Task details → Please copy the data below exactly, from its first line through the line holding "font-size:14px; color:#3b302b; font-weight:700", and skip the pictures.

Saved data entries
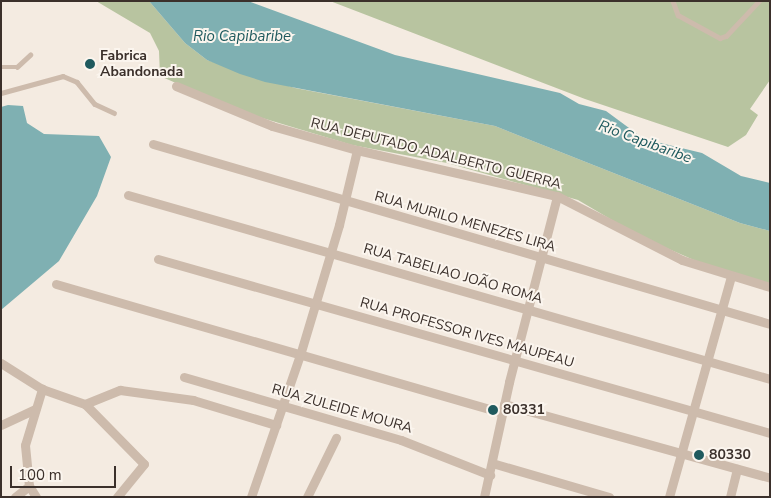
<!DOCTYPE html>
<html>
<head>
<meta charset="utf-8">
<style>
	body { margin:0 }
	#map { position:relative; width:771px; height:498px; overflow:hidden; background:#f4ebe1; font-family:"Nunito Sans",sans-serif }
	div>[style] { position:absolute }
	.green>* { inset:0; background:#b8c4a0 }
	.water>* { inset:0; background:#7fb0b2 }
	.lane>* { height:4.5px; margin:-2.25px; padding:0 2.25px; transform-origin:2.25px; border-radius:2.25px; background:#cdbbac }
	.street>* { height:9px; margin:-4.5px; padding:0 4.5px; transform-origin:4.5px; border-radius:4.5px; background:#cdbbac }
	.dots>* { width:14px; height:14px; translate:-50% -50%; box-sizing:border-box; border:2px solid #fbf5ee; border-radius:50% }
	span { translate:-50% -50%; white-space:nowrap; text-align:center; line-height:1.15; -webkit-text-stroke:4px #fbf5ee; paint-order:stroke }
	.poi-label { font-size:14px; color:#3b302b; font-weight:700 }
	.left { translate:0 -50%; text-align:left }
	.street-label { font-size:14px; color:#3b302b }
	.water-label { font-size:15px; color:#1f5a5e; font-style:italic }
	.frame { position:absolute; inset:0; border:2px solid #3b302b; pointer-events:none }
	.scale { position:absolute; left:10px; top:466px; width:106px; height:22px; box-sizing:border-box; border:2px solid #3b302b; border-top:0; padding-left:6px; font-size:15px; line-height:18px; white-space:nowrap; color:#3b302b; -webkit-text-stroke:4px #fbf5ee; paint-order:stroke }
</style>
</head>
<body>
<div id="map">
	<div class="green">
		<i style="clip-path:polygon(96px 1px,149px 1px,185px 43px,207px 60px,295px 88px,495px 126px,740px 223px,770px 231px,770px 285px,719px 271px,639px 236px,578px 200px,447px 163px,352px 145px,239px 111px,160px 76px,159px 51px,150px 33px)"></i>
		<i style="clip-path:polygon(330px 1px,770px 1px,770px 80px,750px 109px,758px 115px,746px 135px,728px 147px,585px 99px)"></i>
	</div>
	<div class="water">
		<i style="clip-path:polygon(149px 1px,248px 1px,395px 55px,560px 93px,579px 104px,606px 111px,644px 139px,702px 153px,741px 176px,770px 183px,770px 231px,740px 223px,495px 126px,265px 82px,240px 74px,207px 60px,185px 43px)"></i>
		<i style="clip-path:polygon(8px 105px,23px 106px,27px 123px,44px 134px,99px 136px,111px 157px,97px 196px,59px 261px,1px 310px,1px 107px)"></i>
	</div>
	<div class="lane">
		<i style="left:673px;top:1px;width:15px;rotate:70deg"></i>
		<i style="left:678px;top:15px;width:48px;rotate:28.7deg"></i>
		<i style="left:720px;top:38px;width:6px;rotate:-18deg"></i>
		<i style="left:726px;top:36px;width:48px;rotate:-46.7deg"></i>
		<i style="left:1px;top:67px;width:16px"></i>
		<i style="left:17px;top:67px;width:18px;rotate:-43deg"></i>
		<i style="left:1px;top:93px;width:64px;rotate:-15.3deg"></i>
		<i style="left:63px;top:76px;width:15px;rotate:23deg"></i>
		<i style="left:77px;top:82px;width:28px;rotate:51deg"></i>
		<i style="left:95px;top:104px;width:21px;rotate:25deg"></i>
	</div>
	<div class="street">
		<i style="left:176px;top:86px;width:104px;rotate:22.6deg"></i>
		<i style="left:272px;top:126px;width:88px;rotate:15.8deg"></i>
		<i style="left:357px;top:150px;width:205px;rotate:13deg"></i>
		<i style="left:557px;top:196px;width:140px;rotate:27.1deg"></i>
		<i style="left:682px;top:260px;width:92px;rotate:17.1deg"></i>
		<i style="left:153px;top:144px;width:643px;rotate:16.26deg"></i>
		<i style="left:128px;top:195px;width:668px;rotate:15.99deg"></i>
		<i style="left:158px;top:259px;width:636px;rotate:15.87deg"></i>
		<i style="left:56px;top:284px;width:464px;rotate:16.1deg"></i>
		<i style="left:1px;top:363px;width:49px;rotate:32.4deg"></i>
		<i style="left:42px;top:389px;width:46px;rotate:19.2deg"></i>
		<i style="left:85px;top:404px;width:38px;rotate:-22deg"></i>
		<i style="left:120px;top:390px;width:74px;rotate:7.8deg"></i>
		<i style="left:193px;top:400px;width:87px;rotate:16.8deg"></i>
		<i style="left:184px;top:377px;width:226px;rotate:16.2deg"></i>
		<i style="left:401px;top:440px;width:96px;rotate:21.5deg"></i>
		<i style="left:85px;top:404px;width:84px;rotate:45.5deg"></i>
		<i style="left:144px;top:464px;width:43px;rotate:129.3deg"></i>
		<i style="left:504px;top:404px;width:276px;rotate:15.5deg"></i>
		<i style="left:1px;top:425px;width:38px;rotate:-25deg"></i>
		<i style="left:492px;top:463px;width:122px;rotate:16.2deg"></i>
		<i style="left:15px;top:497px;width:18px;rotate:-38deg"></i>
		<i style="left:36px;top:497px;width:13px;rotate:-122deg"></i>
		<i style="left:29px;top:486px;width:41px;rotate:-95.6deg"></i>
		<i style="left:25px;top:445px;width:59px;rotate:-73.1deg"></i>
		<i style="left:251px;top:497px;width:150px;rotate:-71deg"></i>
		<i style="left:300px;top:355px;width:136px;rotate:-73.3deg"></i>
		<i style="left:339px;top:225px;width:77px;rotate:-76.5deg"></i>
		<i style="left:307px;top:497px;width:66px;rotate:-63.8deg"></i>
		<i style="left:484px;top:497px;width:118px;rotate:-77.7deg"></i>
		<i style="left:509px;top:382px;width:192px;rotate:-75.5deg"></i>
		<i style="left:669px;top:497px;width:229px;rotate:-74.3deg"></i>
		<i style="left:730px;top:497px;width:29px;rotate:-76deg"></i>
	</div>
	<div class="dots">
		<i style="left:90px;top:64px;background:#1f5a5e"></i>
		<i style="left:493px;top:410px;background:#1f5a5e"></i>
		<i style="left:699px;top:455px;background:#1f5a5e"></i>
	</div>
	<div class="poi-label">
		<span class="left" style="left:100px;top:64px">Fabrica<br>Abandonada</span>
		<span class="left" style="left:503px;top:410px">80331</span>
		<span class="left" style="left:709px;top:455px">80330</span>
	</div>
	<div class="street-label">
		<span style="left:436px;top:154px;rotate:14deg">RUA DEPUTADO ADALBERTO GUERRA</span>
		<span style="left:465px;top:222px;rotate:16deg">RUA MURILO MENEZES LIRA</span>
		<span style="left:453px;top:274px;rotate:16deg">RUA TABELIAO JOÃO ROMA</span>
		<span style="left:467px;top:333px;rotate:16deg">RUA PROFESSOR IVES MAUPEAU</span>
		<span style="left:342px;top:409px;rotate:16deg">RUA ZULEIDE MOURA</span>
	</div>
	<div class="water-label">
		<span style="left:242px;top:37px">Rio Capibaribe</span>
		<span style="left:645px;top:142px;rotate:20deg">Rio Capibaribe</span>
	</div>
	<div class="frame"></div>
	<div class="scale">100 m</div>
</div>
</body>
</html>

Final answer →
<!DOCTYPE html>
<html>
<head>
<meta charset="utf-8">
<style>
	body { margin:0 }
	#map { position:relative; width:771px; height:498px; overflow:hidden; background:#f4ebe1; font-family:"Nunito Sans",sans-serif }
	div>[style] { position:absolute }
	.green>* { inset:0; background:#b8c4a0 }
	.water>* { inset:0; background:#7fb0b2 }
	.lane>* { height:4.5px; margin:-2.25px; padding:0 2.25px; transform-origin:2.25px; border-radius:2.25px; background:#cdbbac }
	.street>* { height:9px; margin:-4.5px; padding:0 4.5px; transform-origin:4.5px; border-radius:4.5px; background:#cdbbac }
	.dots>* { width:14px; height:14px; translate:-50% -50%; box-sizing:border-box; border:2px solid #fbf5ee; border-radius:50% }
	span { translate:-50% -50%; white-space:nowrap; text-align:center; line-height:1.15; -webkit-text-stroke:4px #fbf5ee; paint-order:stroke }
	.poi-label { font-size:14px; color:#3b302b; font-weight:700 }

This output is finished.